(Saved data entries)
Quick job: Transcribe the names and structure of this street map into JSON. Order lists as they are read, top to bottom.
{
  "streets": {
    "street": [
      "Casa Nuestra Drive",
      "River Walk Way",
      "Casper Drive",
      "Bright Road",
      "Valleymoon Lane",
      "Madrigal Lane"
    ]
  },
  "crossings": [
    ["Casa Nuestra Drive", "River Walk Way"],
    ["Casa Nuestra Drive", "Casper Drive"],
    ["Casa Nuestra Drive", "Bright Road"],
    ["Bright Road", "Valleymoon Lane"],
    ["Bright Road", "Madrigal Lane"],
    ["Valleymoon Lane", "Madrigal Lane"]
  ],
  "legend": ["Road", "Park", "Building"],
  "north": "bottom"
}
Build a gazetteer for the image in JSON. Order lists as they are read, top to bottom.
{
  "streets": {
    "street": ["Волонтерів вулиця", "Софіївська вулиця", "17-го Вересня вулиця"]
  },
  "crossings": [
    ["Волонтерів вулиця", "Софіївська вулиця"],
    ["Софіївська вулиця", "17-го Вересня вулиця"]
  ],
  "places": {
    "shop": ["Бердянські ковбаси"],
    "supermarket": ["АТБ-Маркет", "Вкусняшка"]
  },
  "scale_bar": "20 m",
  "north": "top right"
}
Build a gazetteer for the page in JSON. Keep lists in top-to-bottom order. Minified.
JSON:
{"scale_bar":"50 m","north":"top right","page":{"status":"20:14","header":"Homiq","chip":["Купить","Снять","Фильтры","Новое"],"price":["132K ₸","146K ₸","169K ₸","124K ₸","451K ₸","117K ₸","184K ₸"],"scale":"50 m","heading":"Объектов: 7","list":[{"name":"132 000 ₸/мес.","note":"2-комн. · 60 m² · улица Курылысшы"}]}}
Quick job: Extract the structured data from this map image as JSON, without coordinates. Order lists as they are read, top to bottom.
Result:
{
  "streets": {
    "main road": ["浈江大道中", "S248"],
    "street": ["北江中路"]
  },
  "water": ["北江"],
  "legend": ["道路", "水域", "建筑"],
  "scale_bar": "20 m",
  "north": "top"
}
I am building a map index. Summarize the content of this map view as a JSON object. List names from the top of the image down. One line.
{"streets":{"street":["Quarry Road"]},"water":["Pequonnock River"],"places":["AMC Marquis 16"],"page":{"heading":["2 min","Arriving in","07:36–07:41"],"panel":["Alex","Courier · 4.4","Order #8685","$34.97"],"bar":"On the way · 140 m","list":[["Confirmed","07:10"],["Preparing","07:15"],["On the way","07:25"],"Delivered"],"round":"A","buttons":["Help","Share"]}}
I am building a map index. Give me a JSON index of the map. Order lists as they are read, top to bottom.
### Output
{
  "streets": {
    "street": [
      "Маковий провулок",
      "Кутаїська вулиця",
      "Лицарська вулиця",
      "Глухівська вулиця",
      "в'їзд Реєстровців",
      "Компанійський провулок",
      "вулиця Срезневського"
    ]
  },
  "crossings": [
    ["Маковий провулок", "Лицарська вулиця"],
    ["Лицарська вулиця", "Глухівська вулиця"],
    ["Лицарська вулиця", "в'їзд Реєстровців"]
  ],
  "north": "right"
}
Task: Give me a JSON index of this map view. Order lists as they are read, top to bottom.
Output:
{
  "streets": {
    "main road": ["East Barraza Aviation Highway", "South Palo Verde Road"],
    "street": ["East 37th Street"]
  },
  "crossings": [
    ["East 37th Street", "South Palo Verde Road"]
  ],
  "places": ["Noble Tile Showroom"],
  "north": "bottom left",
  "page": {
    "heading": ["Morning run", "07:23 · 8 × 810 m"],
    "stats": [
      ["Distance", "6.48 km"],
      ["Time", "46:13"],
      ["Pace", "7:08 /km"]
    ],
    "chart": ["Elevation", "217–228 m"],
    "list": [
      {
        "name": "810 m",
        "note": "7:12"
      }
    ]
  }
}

What to produce
Single out each line of the records above with the string "Give" in it, and copy it.

Answer below
I am building a map index. Give me a JSON index of the map. Order lists as they are read, top to bottom.
Task: Give me a JSON index of this map view. Order lists as they are read, top to bottom.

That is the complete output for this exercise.